ARCHE’s underlying system, initially based on the open-source repository software Fedora Commons version 4, has been completely reworked in 2020. It is now based on a bespoke software stack. All data, stable identifiers (PIDs), and functionality both of the user interface and the APIs exposing data to external applications of the original application were preserved.
Resources published via the repository get assigned a Handle-based persistent identifier issued by the PID-service run by the GWDG. By using this PIDs, we ensure that the resources remain referenceable and citable even if their actual location or the underlying repository system should change in the future.
The system runs in a Docker environment on one of the virtual machines hosted on dedicated servers maintained by the Computing Centre of the Academy (ARZ). The data is secured against any case of emergency or data loss with a multi-layered backup strategy, cf. Storage Procedures.

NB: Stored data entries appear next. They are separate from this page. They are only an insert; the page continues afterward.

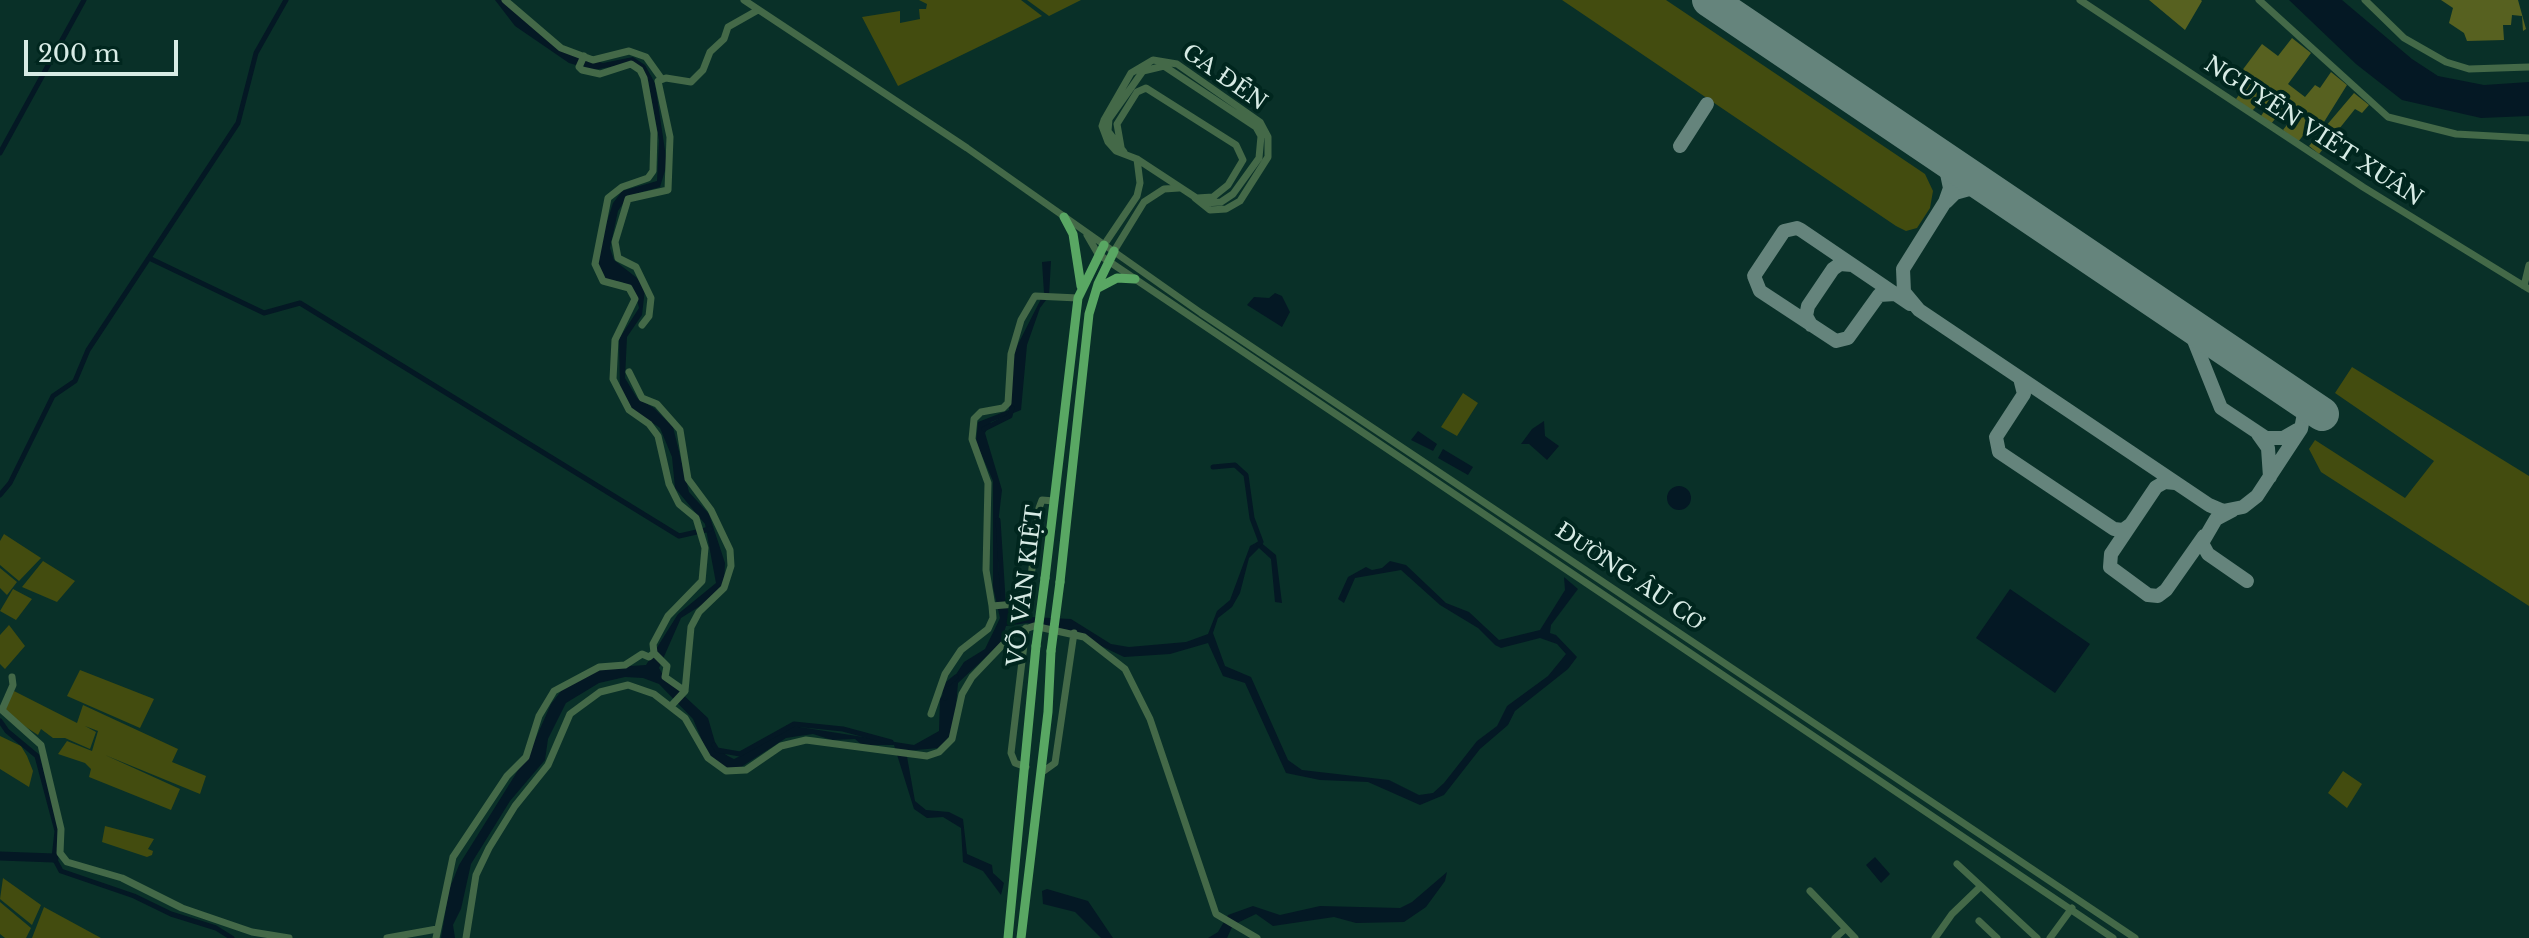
<!DOCTYPE html>
<html>
<head>
<meta charset="utf-8">
<style>
  body { margin:0 }
  #map { position:relative; width:2529px; height:938px; overflow:hidden; background:#093028; font-family:"Libre Baskerville",serif }
  canvas { display:block }
  .scale { position:absolute; left:24px; top:40px; width:154px; height:36px; box-sizing:border-box; border:4px solid #d7ebe5; border-top:0; padding-left:10px; font-size:24px; line-height:28px; white-space:nowrap; color:#d7ebe5; -webkit-text-stroke:6px #00261e; paint-order:stroke }
</style>
</head>
<body>
<div id="map">
<canvas width="2529" height="938"></canvas>
<div class="scale">200 m</div>
</div>
<script>
const ctx = document.querySelector('canvas').getContext('2d');
ctx.lineJoin = 'round';
function fill(path, color) { ctx.fillStyle = color; ctx.fill(path, 'evenodd'); }
const shape = rows => new Path2D(rows.map(r => 'M' + r).join(''));
function strokePath(path, color, width, dash) { ctx.strokeStyle = color; ctx.lineWidth = width; ctx.lineCap = dash ? 'butt' : 'round'; ctx.setLineDash(dash || []); ctx.stroke(path); }
function write(font, color, halo, rows, align = 'center') {
  ctx.font = font + ' "Libre Baskerville",serif'; ctx.lineWidth = 8; ctx.setLineDash([]); ctx.textBaseline = 'middle'; ctx.strokeStyle = halo; ctx.fillStyle = color; for (const [text, x, y, turn = 0] of rows) {
    ctx.save(); ctx.translate(x, y); ctx.rotate((+turn || 0) * Math.PI / 180); ctx.textAlign = isNaN(turn) ? turn : align; if (halo) ctx.strokeText(text, 0, 0); ctx.fillText(text, 0, 0); ctx.restore();
  }
}
const green = shape([
  [919,0,1021,0,1042,16,898,86,862,17,900,11,900,23,920,19,919,9,926,9,927,4],
  [1027,0,1081,0,1049,16],
  [1562,0,1666,0,1925,174,1933,191,1930,208,1917,228,1906,231,1896,226],
  [2352,367,2529,476,2529,606,2321,472,2309,449,2315,440,2405,498,2434,461,2335,393],
  [1463,393,1478,403,1457,436,1441,427],
  [4,534,41,558,19,581,0,565,0,541],
  [43,561,75,581,57,602,22,587],
  [0,568,17,582,7,595,0,588],
  [13,589,32,599,16,620,0,611],
  [9,625,25,646,5,669,0,664,0,635],
  [80,670,154,699,140,728,67,696],
  [14,691,77,723,83,705,178,749,172,762,206,776,200,794,105,755,180,789,171,810,89,777,91,769,85,763,58,754,67,741,92,751,98,731,85,726,96,732,90,749,65,738,53,738,41,729,38,735,6,714,4,707],
  [0,736,21,746,27,756,33,771,29,787,0,769],
  [2343,771,2362,784,2347,808,2328,793],
  [105,826,154,839,148,849,153,851,152,855,147,857,102,842],
  [3,878,41,905,32,925,0,899],
  [0,902,31,928,26,938,5,938,0,934],
  [44,907,101,938,32,938]
]);
const forest = shape([
  [2149,0,2201,0,2202,1,2185,30],
  [2441,0,2518,0,2526,29,2523,31,2522,16,2512,15,2511,25,2503,25,2504,40,2467,41,2464,33,2449,23,2453,8],
  [2292,38,2311,53,2288,84,2305,97,2315,85,2320,88,2331,72,2347,85,2319,130,2312,124,2298,142,2283,130,2299,109,2289,101,2271,124,2261,116,2267,107,2260,102,2252,111,2236,99,2247,84,2238,76,2262,44,2278,56],
  [2354,93,2369,105,2362,113,2355,109,2319,154,2309,146]
]);
const water = shape([
  [495,0,502,0,560,50,603,63,633,57,645,65,655,83,667,164,660,187,628,196,618,211,610,248,614,260,637,278,645,289,642,315,627,337,625,378,637,398,654,408,673,427,689,492,709,514,725,563,724,583,716,596,681,618,659,668,664,677,708,718,717,749,728,756,734,759,740,756,781,732,787,725,914,745,939,731,940,699,964,662,985,649,1000,618,993,587,993,481,976,442,978,422,1009,410,1015,350,1044,293,1042,262,1051,261,1049,296,1040,308,1027,345,1021,410,991,422,985,433,1002,490,997,532,999,575,1010,616,1071,619,1111,644,1129,647,1186,642,1208,634,1217,611,1230,600,1250,546,1259,541,1276,555,1282,603,1275,602,1271,559,1259,548,1249,558,1240,593,1232,607,1218,618,1213,633,1225,666,1251,677,1288,760,1302,770,1389,780,1419,795,1433,793,1444,783,1477,741,1497,726,1507,706,1548,676,1566,654,1557,644,1540,638,1501,648,1495,645,1478,628,1440,605,1401,570,1355,578,1344,603,1338,599,1348,577,1366,567,1372,570,1382,568,1390,561,1406,565,1446,603,1469,612,1499,640,1540,630,1565,590,1564,577,1578,589,1551,625,1550,633,1556,635,1577,657,1568,669,1515,711,1508,725,1480,749,1444,795,1420,805,1368,782,1320,780,1286,773,1245,683,1223,676,1208,643,1170,654,1124,657,1068,630,1027,623,1006,626,1001,643,958,683,954,729,946,741,938,748,906,751,915,801,926,810,949,812,963,819,967,854,992,865,993,873,1004,883,1001,895,983,871,963,862,961,828,943,817,927,818,914,809,894,745,862,745,855,739,832,740,813,734,799,736,786,738,738,769,722,767,710,759,693,719,659,684,643,678,625,677,599,683,566,703,548,739,545,760,510,801,471,864,461,909,453,925,455,938,441,938,449,890,459,865,530,751,551,704,568,682,599,668,646,665,678,614,716,583,705,524,675,488,672,457,660,428,631,408,620,390,619,339,639,308,635,292,622,282,606,279,598,269,602,237,613,203,622,191,657,181,659,140,648,80,631,63,593,70,569,63,515,26],
  [2289,0,2342,0,2412,59,2438,76,2484,85,2529,82,2529,116,2481,118,2402,100,2356,64],
  [1275,293,1282,296,1290,312,1282,327,1247,305,1254,297,1269,298],
  [1544,421,1545,436,1559,446,1547,460,1529,444,1521,444,1532,429],
  [1418,431,1437,444,1433,451,1411,440],
  [1443,449,1473,467,1468,475,1438,458],
  '1667 498a12 12 0 1 1 24 0a12 12 0 1 1-24 0Z',
  [2010,589,2090,644,2055,693,1976,638],
  [1875,857,1890,874,1881,883,1866,865],
  [1447,872,1445,881,1426,907,1404,922,1356,923,1334,917,1273,926,1256,914,1233,925,1227,938,1208,938,1218,932,1228,915,1253,906,1280,915,1320,906,1400,908,1412,902],
  [1047,889,1088,901,1113,938,1101,938,1075,912,1043,904,1042,891]
]);
const canal = shape([
  [0,153,84,0],
  [149,258,264,313,300,303,679,536,710,529],
  [984,429,1010,416,1012,408],
  [1213,467,1235,465,1246,475,1252,518,1261,542,1259,544],
  [0,495,10,483,53,396,75,381,88,350,238,123,256,53,286,0],
  [998,520,1003,598],
  [945,698,945,686,956,677],
  [0,721,7,731,37,756,57,831,54,858,61,871,134,896,171,914,216,928,232,938],
  [714,745,717,750,740,754,794,724,843,729,891,742]
]);
const river = shape([
  [0,856,54,858]
]);
const taxiway = shape([
  [1680,146,1707,104],
  [1927,147,1945,164,1950,188,1945,202,1903,269,1904,292,1919,310,2209,505,2223,511,2243,507,2257,496,2301,429,2306,403],
  [1946,202,1955,193,1973,188,1983,189,2004,199],
  [1895,294,1879,295,1848,338,1836,341,1760,291,1754,276,1784,231,1797,228,1801,230,1910,304],
  [2173,313,2189,328,2221,408,2266,438,2283,438,2297,430],
  [1811,325,1806,316,1808,306,1833,269,1840,264,1852,265],
  [2020,378,2024,394,1996,437,1999,452,2114,529,2123,530,2130,525],
  [2258,434,2268,448,2270,477],
  [2175,483,2165,482,2156,487,2111,554,2110,567,2148,595,2158,596,2166,590,2204,536],
  [2233,510,2216,519,2202,543,2208,554,2247,581]
]);
const runway = shape([
  [1709,0,2322,414]
]);
const minor = shape([
  [505,0,561,48,593,60,629,51,646,57,661,78],
  [744,0,967,148,1201,313,2135,938],
  [2080,0,2363,187,2529,289],
  [2259,0,2388,117,2456,134,2529,138],
  [2365,0,2404,38,2446,62,2469,69,2529,67],
  [584,56,579,67,582,70,600,74,631,64,640,70,644,78,654,133,653,171,648,178,622,187,608,198,595,264,603,281,629,288,635,299,615,340,613,379,629,410,649,424,658,436,669,484,679,504,696,518,705,548,702,581,668,616,653,644,654,653],
  [1121,147,1117,124,1137,92,1146,88,1236,145,1243,160,1228,185,1213,197,1197,198],
  [1124,152,1108,131,1109,119,1143,71,1164,66,1256,127,1261,136,1259,158,1233,194,1221,202,1204,203,1137,159,1116,151,1108,142,1102,126,1104,120,1131,73,1153,60,1177,64,1260,122,1268,137,1268,157,1240,201,1226,209,1210,210,1195,198],
  [1087,235,1098,254,2113,938],
  [1104,245,1137,196,1140,183,1137,159],
  [1114,251,1144,202,1164,189,1179,188],
  [2524,286,2529,265],
  [642,325,649,316,651,298,636,267,618,258,615,242,628,199,668,190,670,137,658,81,666,78,691,82,703,70,710,52,724,39,728,27,758,10],
  [629,372,642,398,657,404,680,430,688,479,711,510,730,550,731,566,724,588,699,612,691,627,685,691,671,706],
  [992,606,986,570,988,483,972,439,974,419,981,412,1003,408,1008,403,1011,354,1021,320,1035,296,1078,298],
  [1026,628,1011,753,1015,763,1026,767],
  [12,677,13,685,2,710,41,745,61,829,60,853,67,862,122,878,182,908,252,932,289,938],
  [931,714,945,674,961,650,988,629,993,618,992,606,1028,603,1039,508,1042,500,1054,501],
  [1041,773,1055,763,1074,633],
  [1957,864,2037,938],
  [1810,891,1855,938],
  [1979,921,1997,938],
  [387,938,437,929],
  [436,938,453,857,507,776,526,757,539,716,554,691,599,667,625,665,642,654,649,657,654,653,667,666,665,677,685,691],
  [466,938,476,875,489,848,515,806,548,765,570,714,600,692,628,685,654,694,685,718,708,758,726,771,746,770,781,746,806,740,927,756,939,752,952,739,962,694,972,677,1014,633,1034,626,1084,637,1125,669,1150,719,1216,914,1257,938],
  [1835,938,1845,929],
  [1935,938,1952,914,1980,887],
  [2050,938,2072,908]
]);
const major = shape([
  [1064,217,1073,234,1081,286],
  [1098,288,1117,278,1135,279],
  [1045,578,1078,298,1104,245],
  [1060,582,1089,314,1098,284,1114,251],
  [1008,938,1036,646],
  [1021,938,1048,712,1051,651]
]);
const majorBridge = shape([
  [1036,646,1045,578],
  [1051,651,1060,582]
]);
const streetNames = [
  ["GA ĐẾN",1224,78,35],
  ["NGUYỄN VIẾT XUÂN",2313,132,33],
  ["ĐƯỜNG ÂU CƠ",1629,577,34],
  ["VÕ VĂN KIỆT",1026,586,-83]
];
fill(green, '#434c0f');
fill(forest, '#576120');
fill(water, '#041824');
strokePath(canal, '#041824', 5);
strokePath(river, '#041824', 9);
strokePath(taxiway, '#65847c', 14);
strokePath(runway, '#65847c', 34);
strokePath(minor, '#446948', 7);
strokePath(major, '#59a763', 9);
strokePath(majorBridge, '#59a763', 9);
write('22px', '#d7ebe5', '#00261e', streetNames);
</script>
</body>
</html>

The technological development of the repository infrastructure is a continuous process, which is driven by the qualified staff of ACDH-CH and supported by the Academy’s computing centre. Furthermore the team is in embedded in a broad network of data centres via the research infrastructures CLARIN and DARIAH as well as the working group Datenzentren of the DHd alliance.

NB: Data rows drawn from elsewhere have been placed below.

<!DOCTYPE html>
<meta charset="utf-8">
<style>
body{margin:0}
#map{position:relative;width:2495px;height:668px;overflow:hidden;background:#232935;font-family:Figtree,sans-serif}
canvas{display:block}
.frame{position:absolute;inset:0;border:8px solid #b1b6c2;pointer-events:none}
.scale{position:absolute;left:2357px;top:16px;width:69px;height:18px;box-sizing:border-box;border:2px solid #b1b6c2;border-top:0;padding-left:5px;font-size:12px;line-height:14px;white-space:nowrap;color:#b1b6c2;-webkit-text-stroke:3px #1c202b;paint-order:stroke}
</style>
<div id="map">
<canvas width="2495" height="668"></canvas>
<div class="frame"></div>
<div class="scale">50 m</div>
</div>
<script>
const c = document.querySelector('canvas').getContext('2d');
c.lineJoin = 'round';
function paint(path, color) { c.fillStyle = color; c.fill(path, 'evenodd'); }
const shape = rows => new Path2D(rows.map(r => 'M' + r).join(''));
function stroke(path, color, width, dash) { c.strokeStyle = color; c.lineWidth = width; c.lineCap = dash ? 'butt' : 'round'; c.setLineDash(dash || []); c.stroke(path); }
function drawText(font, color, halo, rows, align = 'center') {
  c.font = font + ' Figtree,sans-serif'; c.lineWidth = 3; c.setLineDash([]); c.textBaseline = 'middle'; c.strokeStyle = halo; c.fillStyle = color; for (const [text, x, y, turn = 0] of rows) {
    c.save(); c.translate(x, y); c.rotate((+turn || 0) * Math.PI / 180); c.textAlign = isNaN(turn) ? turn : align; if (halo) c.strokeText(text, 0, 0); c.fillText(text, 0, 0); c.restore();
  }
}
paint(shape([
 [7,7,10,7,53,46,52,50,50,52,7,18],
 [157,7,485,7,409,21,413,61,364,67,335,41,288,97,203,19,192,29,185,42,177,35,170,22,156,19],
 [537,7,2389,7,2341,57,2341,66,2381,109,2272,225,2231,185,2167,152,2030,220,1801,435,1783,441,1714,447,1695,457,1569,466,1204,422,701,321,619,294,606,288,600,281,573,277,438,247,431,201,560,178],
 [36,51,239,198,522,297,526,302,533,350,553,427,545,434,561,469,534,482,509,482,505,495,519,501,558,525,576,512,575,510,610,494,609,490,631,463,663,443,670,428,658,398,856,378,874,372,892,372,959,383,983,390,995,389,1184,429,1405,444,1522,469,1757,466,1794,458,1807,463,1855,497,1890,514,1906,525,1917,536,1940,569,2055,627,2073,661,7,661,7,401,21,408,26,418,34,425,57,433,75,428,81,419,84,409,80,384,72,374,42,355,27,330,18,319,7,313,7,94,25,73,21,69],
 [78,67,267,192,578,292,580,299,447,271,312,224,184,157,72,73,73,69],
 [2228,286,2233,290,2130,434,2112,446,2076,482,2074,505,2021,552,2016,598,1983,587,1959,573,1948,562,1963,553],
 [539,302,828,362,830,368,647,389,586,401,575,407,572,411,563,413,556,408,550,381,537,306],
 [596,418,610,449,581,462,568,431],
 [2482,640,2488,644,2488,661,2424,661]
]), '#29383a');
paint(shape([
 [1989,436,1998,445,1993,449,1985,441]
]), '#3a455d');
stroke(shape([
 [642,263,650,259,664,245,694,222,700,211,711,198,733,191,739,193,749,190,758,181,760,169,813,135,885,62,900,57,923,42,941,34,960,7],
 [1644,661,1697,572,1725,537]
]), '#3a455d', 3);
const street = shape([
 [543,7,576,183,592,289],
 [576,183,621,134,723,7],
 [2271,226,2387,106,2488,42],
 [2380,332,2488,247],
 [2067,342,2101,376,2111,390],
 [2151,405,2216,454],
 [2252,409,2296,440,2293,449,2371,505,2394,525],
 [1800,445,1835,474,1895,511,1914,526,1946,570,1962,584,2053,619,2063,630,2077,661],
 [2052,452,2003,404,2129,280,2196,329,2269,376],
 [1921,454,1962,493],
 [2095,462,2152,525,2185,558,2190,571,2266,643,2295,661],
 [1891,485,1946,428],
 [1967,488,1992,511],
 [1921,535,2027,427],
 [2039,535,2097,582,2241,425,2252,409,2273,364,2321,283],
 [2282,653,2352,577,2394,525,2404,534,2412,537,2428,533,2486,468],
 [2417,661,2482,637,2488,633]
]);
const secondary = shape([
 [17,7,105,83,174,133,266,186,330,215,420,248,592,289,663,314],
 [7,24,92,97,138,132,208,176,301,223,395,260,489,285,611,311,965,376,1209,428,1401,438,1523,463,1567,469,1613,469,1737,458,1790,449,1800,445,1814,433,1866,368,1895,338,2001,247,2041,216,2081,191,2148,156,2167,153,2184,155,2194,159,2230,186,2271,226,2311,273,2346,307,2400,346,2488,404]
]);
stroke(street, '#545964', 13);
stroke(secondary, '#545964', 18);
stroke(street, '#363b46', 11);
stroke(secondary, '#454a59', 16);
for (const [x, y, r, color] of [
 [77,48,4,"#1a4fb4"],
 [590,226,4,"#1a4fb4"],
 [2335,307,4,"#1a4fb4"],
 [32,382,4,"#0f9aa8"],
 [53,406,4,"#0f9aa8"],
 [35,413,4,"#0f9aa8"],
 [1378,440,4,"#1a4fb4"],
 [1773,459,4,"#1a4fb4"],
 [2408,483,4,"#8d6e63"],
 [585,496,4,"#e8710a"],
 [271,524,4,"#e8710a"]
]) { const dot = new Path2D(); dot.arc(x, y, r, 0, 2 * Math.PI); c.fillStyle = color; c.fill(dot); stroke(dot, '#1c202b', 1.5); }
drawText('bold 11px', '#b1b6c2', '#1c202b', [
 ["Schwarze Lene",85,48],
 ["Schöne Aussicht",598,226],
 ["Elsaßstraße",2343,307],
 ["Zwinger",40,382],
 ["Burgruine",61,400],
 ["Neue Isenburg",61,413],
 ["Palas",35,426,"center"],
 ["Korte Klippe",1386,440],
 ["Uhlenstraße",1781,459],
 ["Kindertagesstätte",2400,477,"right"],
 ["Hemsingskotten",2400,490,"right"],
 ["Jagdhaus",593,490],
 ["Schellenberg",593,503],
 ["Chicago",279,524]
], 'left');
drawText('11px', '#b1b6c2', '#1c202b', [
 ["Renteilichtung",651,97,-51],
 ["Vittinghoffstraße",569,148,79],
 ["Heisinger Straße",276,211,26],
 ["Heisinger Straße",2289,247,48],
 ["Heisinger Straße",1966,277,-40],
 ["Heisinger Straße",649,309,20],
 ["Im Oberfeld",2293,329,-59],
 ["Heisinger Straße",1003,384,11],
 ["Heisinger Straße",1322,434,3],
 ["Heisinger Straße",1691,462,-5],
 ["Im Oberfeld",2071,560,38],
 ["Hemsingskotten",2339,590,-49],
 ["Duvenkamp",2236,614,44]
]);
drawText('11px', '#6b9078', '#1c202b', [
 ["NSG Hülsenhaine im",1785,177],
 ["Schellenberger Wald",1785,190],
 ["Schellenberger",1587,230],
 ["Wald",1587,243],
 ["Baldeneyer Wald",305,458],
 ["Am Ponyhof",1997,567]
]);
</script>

The system is built in a modular, service-oriented manner, consisting of multiple interconnected components communicating through well-defined APIs. The full code is available on GitHub. Detailed technical documentation can be found under https://acdh-oeaw.github.io/arche-docs.
The main software stack implemented in PHP consists of the following components:
- arche-core provides the REST API for CRUD operations and transactions support. Writing to the repository is only possible through this component.
Its REST API is documented in https://app.swaggerhub.com/apis/zozlak/arche.
- arche-doorkeeper implements ACDH-CH-specific business logic. It integrates with arche-core using arche-core’s handle system.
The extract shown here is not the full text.